Hey man, you never know  ;D

Gatta be "prepared" for BMQ ;P


----------



## BrandonM (27 Feb 2011)

And Molson Canadian is like my last resort beer  :-X


----------



## PMedMoe (27 Feb 2011)

Stacked said:
			
		

> You're worried they won't have Canadian?... Hah....



They won't have Canadian.  BMQ is in Quebec.  They'll have Laurentian.


----------



## BrandonM (27 Feb 2011)

PMedMoe said:
			
		

> They won't have Canadian.  BMQ is in Quebec.  They'll have Laurentian.



And I never thought speaking French would help me...  :


----------



## dev_tech (28 Feb 2011)

BrandonM said:
			
		

> I'm picky when it comes to beer. Coors Light, Miller and Molson Canadian are pretty much all I'll drink



Dude, this statement does not compute.  The beverages you just mentioned are what are called "moose piss."  Do yourself a favour and try a beer.  Hoegaarden or Boddington's are good starters.


----------



## ballz (28 Feb 2011)

PMedMoe said:
			
		

> They won't have Canadian.  BMQ is in Quebec.  They'll have Laurentian.

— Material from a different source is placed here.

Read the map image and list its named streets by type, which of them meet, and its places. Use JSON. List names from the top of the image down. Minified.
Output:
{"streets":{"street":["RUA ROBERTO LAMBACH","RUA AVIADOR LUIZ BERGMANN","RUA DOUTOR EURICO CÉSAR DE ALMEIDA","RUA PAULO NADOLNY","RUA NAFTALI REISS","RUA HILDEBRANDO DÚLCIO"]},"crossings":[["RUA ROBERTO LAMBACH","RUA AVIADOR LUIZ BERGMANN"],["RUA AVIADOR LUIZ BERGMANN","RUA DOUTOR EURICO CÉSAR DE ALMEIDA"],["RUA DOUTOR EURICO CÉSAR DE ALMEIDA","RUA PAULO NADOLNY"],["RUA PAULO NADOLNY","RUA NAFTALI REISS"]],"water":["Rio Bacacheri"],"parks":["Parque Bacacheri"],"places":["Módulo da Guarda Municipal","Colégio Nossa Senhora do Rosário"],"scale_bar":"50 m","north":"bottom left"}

Basic is where I learned to drink Molson Export for this exact reason. Still can't get over how I couldn't find Canadian anywhere.


----------



## BrandonM (28 Feb 2011)

ballz said:
			
		

> Basic is where I learned to drink Molson Export for this exact reason. Still can't get over how I couldn't find Canadian anywhere.



Saddening. I'm more of a Coors fan... Haven't had Molson Ex since moose hunting season and I can't even remember what it tastes like  :-\


----------



## 421_434_226 (28 Feb 2011)

With regards to your questions, have you tried sending an email via the forces.ca website?
You will not be required to purchase any military kit, you will be required to either bring with you certain personal items or purchase them locally (coat hangers, soap etc).
In the same email you can ask about your pay after deductions, they have a document that they will send you with the most up to date information.


----------



## BrandonM (28 Feb 2011)

Gizmo 421 said:
			
		

> With regards to your questions, have you tried sending an email via the forces.ca website?
> You will not be required to purchase any military kit, you will be required to either bring with you certain personal items or purchase them locally (coat hangers, soap etc).
> In the same email you can ask about your pay after deductions, they have a document that they will send you with the most up to date information.



Ohh gee, I actually forgot about that chat thing they have up on their site. Thanks for reminding me


----------